Omit the pictures from the listing below and print every remaining entry verbatim.

[[ Exercise inputs open ]]

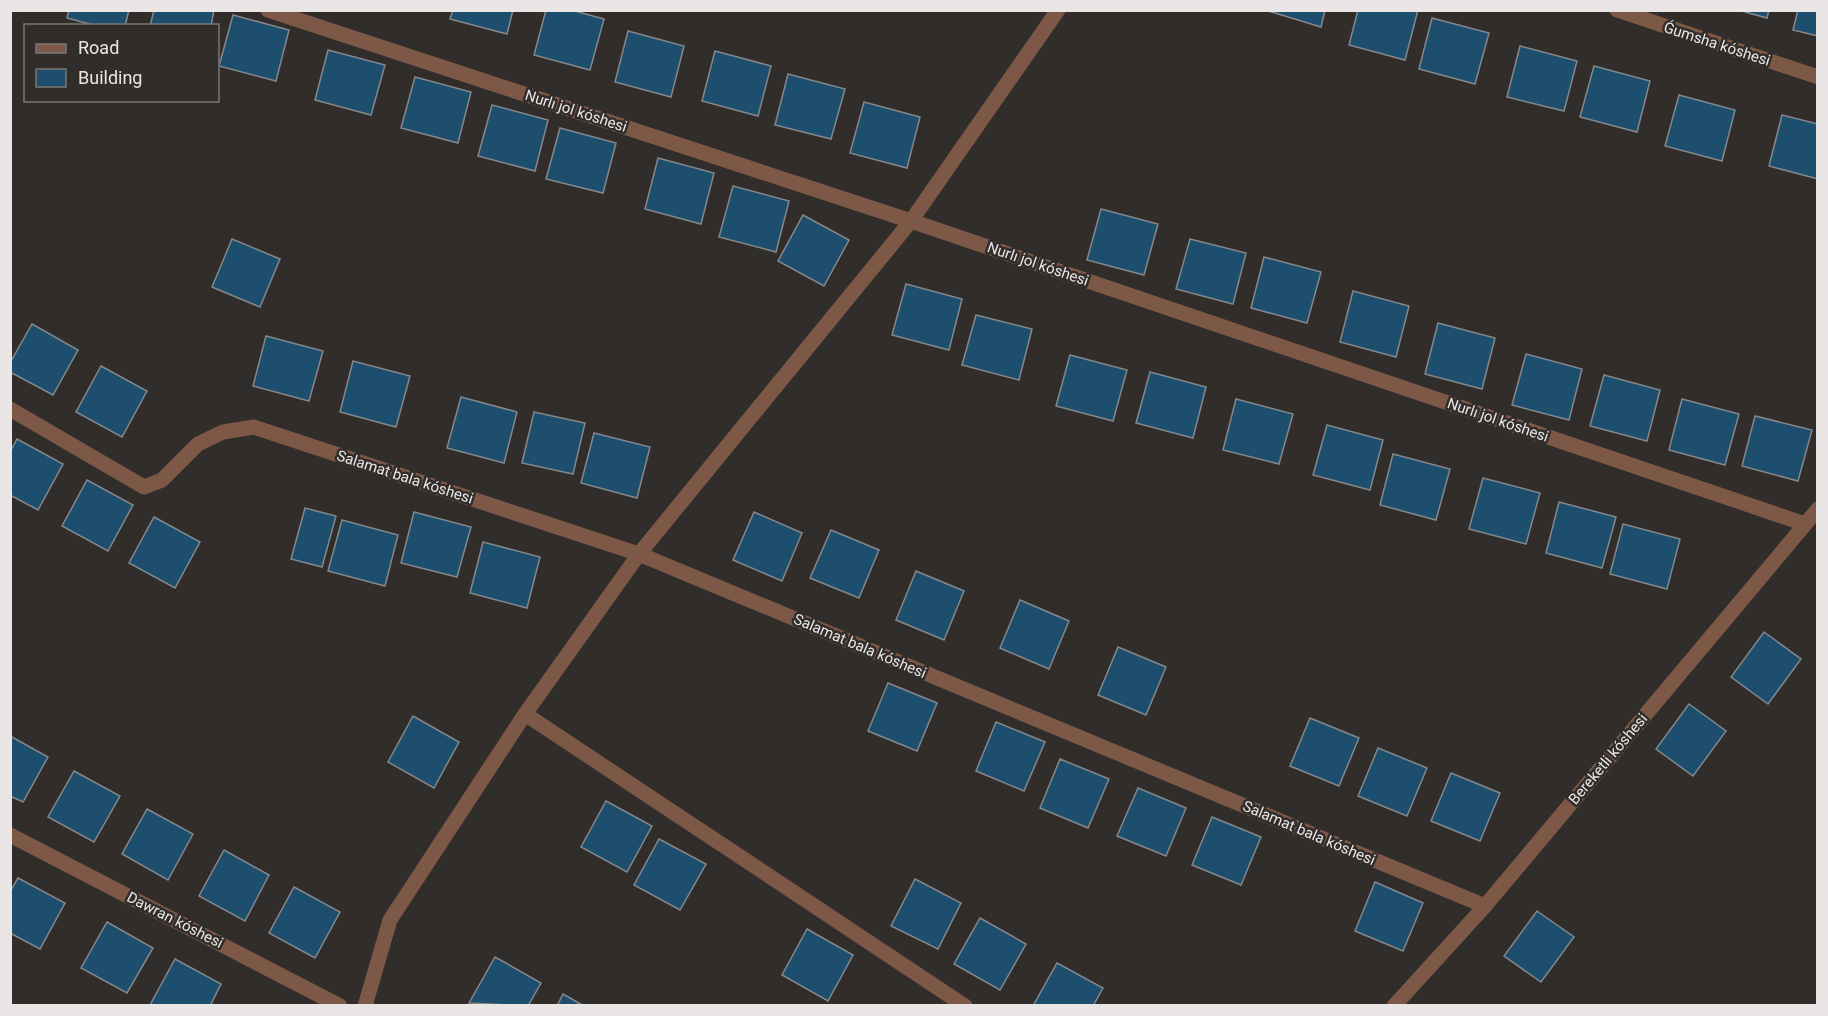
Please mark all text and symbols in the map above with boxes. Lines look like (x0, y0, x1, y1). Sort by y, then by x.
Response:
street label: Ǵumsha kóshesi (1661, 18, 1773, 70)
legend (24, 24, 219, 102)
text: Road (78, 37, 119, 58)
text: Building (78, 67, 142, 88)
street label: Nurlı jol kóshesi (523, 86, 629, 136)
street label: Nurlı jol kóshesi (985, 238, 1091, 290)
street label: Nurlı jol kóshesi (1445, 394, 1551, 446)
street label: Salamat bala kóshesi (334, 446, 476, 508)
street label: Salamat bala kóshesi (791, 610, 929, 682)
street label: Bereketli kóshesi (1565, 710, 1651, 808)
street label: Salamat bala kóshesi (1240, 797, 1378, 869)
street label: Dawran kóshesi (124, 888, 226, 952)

[[ Exercise inputs closed ]]

Answer section:
Please mark all text and symbols in the map above with boxes. Lines look like (x0, y0, x1, y1). Sort by y, then by x.
Response:
street label: Ǵumsha kóshesi (1661, 18, 1773, 70)
legend (24, 24, 219, 102)
text: Road (78, 37, 119, 58)
text: Building (78, 67, 142, 88)
street label: Nurlı jol kóshesi (523, 86, 629, 136)
street label: Nurlı jol kóshesi (985, 238, 1091, 290)
street label: Nurlı jol kóshesi (1445, 394, 1551, 446)
street label: Salamat bala kóshesi (334, 446, 476, 508)
street label: Salamat bala kóshesi (791, 610, 929, 682)
street label: Bereketli kóshesi (1565, 710, 1651, 808)
street label: Salamat bala kóshesi (1240, 797, 1378, 869)
street label: Dawran kóshesi (124, 888, 226, 952)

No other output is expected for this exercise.